Why do we analyze this in so much detail? Cinebench, like most renders, couldn't care less about the memory subsystem. We tested our Clovertown system with two or four memory channels and the results were exactly the same. Therefore, we are pretty sure the slightly worse scaling of the Xeon E5345 is not a result of limited bandwidth or higher latency. There must be something else that limits scalability, and that something else is most likely cache coherency.
Cinebench is popular because it is an easy benchmark, but 3dsmax is a very popular application. We tested with 3dsmax version 9, which has been improved to work better with multi-core systems. We used the "architecture" scene, which has been our favorite benchmarking scene for years. All tests were done with 3dsmax's default scanline renderer, SSE enabled and we rendered at HD 720p resolution. We measure the time it takes to render frames 20 to 22.
This cannot be a coincidence anymore: a single Xeon E5345 leaves the dual Opteron 880 far behind, but a dual Xeon E5345 trails the quad Opteron. It is not only the application that matters; the dataset has an impact too. Take a look at the table below where rendered at 720p and 480p resolution.
As you can see, the resolution at which you normally render determines how much you benefit from eight cores. Using an octal core machine to render relatively low resolution movies is like driving a potent 8 cylinder engine in a crowded city: all the horsepower goes to waste as you accelerate for a short period and then hit the brakes when approaching a red light. The same is true for rendering: unless you are rendering a complex scene at high resolution, the multi-core engine can never show its full potential. Thanks to better scaling, the quad Opteron platform has still a small advantage.

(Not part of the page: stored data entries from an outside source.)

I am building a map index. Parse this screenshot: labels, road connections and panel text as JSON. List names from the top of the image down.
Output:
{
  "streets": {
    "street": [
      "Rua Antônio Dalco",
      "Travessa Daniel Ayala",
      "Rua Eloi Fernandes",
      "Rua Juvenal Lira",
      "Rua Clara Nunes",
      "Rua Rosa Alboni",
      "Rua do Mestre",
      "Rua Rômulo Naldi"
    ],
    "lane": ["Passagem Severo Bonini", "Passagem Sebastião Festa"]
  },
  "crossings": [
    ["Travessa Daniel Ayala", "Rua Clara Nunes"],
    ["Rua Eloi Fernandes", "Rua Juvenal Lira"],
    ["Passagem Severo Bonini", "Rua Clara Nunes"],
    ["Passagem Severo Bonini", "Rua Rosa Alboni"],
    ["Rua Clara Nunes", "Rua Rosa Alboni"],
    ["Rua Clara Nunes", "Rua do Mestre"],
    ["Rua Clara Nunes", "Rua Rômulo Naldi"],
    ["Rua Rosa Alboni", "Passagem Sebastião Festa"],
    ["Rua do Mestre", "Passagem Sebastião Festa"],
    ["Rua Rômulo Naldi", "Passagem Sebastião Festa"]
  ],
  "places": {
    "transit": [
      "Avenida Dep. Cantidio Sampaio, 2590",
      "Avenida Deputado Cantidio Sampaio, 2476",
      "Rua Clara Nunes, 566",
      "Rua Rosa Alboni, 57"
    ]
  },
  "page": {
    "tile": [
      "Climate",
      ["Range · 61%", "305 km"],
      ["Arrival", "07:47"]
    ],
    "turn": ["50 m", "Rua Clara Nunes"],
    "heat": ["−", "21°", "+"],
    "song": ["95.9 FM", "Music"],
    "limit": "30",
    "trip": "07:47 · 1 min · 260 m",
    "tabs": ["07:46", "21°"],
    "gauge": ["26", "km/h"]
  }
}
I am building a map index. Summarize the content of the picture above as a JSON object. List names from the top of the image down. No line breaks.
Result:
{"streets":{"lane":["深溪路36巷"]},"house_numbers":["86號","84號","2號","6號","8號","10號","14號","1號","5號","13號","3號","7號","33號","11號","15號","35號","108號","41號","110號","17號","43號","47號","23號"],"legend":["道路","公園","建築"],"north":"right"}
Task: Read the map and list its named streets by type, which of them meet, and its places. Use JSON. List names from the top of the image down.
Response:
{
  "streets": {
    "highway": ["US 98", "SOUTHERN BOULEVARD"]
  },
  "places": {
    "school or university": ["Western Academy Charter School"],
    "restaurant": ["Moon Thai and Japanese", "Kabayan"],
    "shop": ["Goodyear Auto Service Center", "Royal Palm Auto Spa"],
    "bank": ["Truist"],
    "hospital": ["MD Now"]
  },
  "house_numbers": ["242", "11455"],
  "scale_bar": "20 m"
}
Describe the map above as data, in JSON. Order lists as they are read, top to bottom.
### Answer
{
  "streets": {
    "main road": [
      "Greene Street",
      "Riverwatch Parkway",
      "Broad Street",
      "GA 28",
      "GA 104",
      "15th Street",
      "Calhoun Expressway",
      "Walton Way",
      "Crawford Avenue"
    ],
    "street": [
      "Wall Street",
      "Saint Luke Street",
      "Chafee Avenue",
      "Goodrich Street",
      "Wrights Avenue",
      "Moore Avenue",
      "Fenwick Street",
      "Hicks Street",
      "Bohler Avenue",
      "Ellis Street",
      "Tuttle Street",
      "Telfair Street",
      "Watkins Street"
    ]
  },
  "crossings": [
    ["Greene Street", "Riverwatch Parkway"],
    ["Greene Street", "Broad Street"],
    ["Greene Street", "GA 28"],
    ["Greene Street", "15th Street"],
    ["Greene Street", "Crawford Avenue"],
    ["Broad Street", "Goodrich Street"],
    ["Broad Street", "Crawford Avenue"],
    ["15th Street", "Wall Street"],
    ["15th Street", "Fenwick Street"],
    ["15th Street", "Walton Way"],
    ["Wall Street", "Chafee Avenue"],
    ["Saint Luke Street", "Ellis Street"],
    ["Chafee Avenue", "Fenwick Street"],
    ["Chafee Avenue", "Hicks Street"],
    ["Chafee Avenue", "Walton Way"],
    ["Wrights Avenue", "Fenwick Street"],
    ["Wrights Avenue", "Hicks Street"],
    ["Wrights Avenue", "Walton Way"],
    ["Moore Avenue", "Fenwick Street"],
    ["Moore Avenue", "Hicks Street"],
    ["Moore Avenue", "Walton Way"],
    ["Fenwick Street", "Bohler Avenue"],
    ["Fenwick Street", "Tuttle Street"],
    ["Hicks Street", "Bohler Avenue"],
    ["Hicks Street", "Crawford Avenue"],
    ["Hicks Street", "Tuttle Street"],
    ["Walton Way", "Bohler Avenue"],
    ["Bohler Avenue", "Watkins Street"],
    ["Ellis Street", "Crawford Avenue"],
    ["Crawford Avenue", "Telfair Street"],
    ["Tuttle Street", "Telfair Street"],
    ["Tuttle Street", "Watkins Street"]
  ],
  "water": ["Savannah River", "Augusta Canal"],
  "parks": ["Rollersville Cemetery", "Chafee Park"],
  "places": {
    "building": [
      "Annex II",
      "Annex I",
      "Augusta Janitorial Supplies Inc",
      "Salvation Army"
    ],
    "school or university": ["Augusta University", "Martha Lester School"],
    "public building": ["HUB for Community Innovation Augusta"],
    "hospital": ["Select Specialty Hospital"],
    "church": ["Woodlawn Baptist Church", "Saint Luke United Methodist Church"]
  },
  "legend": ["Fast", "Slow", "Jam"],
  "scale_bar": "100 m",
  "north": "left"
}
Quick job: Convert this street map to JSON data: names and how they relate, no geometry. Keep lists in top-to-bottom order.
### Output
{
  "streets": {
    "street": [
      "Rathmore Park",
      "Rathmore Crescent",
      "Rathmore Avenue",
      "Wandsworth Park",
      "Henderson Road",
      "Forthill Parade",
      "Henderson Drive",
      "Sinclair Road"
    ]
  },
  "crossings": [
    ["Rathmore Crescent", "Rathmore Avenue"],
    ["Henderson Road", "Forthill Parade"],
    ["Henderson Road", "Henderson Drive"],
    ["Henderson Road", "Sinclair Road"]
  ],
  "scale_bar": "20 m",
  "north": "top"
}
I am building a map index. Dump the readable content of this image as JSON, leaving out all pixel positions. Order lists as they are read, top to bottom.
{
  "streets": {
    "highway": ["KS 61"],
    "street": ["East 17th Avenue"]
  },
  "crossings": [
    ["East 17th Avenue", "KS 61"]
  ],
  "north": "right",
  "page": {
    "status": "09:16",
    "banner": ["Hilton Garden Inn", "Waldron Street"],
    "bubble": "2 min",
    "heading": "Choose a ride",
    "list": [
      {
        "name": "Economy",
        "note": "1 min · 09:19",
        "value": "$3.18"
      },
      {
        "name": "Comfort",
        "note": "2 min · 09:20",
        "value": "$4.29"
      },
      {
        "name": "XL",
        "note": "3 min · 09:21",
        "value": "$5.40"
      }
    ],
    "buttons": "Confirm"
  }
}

However, when it comes to price/performance, it is not the quad core Xeon or the Opteron that wins, but most likely the Xeon 5160. It is more flexible as it will outperform the quad core Xeon in any scene that is not as complex as architecture and resolutions that are lower than 720p. Only if your scenes use radiosity lighting can we see a clear advantage for using the quad core Xeon. We noticed that the Xeon was up to 40% faster in such scenes.
To get a better idea on how the different server platforms compare, we did some rendering too. Most of our tests (MySQL, DB2, and SPECjbb2005) are very integer intensive, whereas render tests are floating point intensive. We start with a simple Cinebench 9.5 benchmark (on Windows 2003 32 bit), which is based on Maxon's Cinema 4D rendering engine.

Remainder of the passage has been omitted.